Optimize common path of Once::doit

Optimize `Once::doit`: perform optimistic check that initializtion is
already completed.  `load` is much cheaper than `fetch_add` at least
on x86_64.

Verified with this test:

```
static mut o: one::Once = one::ONCE_INIT;
unsafe {
    loop {
        let start = time::precise_time_ns();
        let iters = 50000000u64;
        for _ in range(0, iters) {
            o.doit(|| { println!("once!"); });
        }
        let end = time::precise_time_ns();
        let ps_per_iter = 1000 * (end - start) / iters;
        println!("{} ps per iter", ps_per_iter);

        // confuse the optimizer
        o.doit(|| { println!("once!"); });
    }
}
```

Test executed on Mac, Intel Core i7 2GHz.

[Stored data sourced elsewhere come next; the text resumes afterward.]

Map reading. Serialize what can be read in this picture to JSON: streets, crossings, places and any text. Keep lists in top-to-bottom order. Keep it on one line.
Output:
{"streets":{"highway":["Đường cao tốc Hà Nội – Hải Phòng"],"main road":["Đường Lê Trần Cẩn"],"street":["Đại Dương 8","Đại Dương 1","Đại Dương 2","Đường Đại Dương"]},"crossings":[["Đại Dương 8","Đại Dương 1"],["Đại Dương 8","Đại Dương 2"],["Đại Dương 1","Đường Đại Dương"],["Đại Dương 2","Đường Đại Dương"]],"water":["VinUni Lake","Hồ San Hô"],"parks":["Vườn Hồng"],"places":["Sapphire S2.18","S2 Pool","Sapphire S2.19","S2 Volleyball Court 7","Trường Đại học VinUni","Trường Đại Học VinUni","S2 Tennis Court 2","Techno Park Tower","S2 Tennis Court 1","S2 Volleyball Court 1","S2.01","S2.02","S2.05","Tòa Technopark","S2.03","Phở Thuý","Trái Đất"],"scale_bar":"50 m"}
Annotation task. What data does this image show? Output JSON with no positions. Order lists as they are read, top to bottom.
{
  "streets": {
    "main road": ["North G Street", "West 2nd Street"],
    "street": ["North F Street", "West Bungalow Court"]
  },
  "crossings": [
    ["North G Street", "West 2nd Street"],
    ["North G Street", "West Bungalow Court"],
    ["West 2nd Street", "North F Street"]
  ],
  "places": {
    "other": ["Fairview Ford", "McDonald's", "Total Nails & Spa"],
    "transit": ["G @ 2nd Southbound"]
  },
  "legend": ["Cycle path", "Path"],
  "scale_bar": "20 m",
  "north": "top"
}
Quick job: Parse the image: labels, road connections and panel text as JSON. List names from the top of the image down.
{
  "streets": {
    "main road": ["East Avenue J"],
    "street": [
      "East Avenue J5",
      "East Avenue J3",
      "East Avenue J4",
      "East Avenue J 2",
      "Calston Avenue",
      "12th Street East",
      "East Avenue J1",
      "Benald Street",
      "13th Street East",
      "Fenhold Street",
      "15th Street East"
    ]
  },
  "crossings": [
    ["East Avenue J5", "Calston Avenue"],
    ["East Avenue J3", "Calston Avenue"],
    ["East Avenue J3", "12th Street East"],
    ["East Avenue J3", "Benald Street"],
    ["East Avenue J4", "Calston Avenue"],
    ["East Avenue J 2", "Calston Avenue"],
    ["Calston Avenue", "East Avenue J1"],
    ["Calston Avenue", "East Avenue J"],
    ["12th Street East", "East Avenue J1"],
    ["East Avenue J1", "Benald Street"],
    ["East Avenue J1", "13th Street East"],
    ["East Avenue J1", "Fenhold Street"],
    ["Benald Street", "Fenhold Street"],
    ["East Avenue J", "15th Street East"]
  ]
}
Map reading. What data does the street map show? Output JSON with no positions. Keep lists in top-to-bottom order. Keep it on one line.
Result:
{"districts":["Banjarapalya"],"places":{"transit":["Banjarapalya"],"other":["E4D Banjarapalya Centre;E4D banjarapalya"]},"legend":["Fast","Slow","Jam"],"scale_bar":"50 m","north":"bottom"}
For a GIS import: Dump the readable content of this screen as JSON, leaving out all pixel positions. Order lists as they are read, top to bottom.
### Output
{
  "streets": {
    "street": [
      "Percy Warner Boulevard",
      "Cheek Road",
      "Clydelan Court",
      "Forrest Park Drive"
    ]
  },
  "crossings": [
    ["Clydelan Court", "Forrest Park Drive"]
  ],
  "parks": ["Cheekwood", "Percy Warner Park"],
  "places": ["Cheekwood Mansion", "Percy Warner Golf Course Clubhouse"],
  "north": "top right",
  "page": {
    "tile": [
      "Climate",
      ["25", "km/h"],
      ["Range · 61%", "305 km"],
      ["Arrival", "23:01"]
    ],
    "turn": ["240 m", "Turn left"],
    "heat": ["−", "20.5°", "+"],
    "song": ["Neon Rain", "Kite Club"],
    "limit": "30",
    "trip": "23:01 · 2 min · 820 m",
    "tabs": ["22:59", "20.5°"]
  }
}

Result is:
* 20ns per iteration without patch
*  4ns per iteration with this patch applied

Once.doit could be even faster (800ps per iteration), if `doit` function
was split into a pair of `doit`/`doit_slow`, and `doit` marked as
`#[inline]` like this:

```
#[inline(always)]
pub fn doit(&self, f: ||) {
    if self.cnt.load(atomics::SeqCst) < 0 {
        return
    }

    self.doit_slow(f);
}

fn doit_slow(&self, f: ||) { ... }
```
This commit is contained in:
Stepan Koltsov 2014-05-14 10:23:42 +00:00
parent db5ca23118
commit f853cf79b5

View file

@ -64,6 +64,11 @@ impl Once {
/// When this function returns, it is guaranteed that some initialization
/// has run and completed (it may not be the closure specified).
pub fn doit(&self, f: ||) {
// Optimize common path: load is much cheaper than fetch_add.
if self.cnt.load(atomics::SeqCst) < 0 {
return
}
// Implementation-wise, this would seem like a fairly trivial primitive.
// The stickler part is where our mutexes currently require an
// allocation, and usage of a `Once` should't leak this allocation.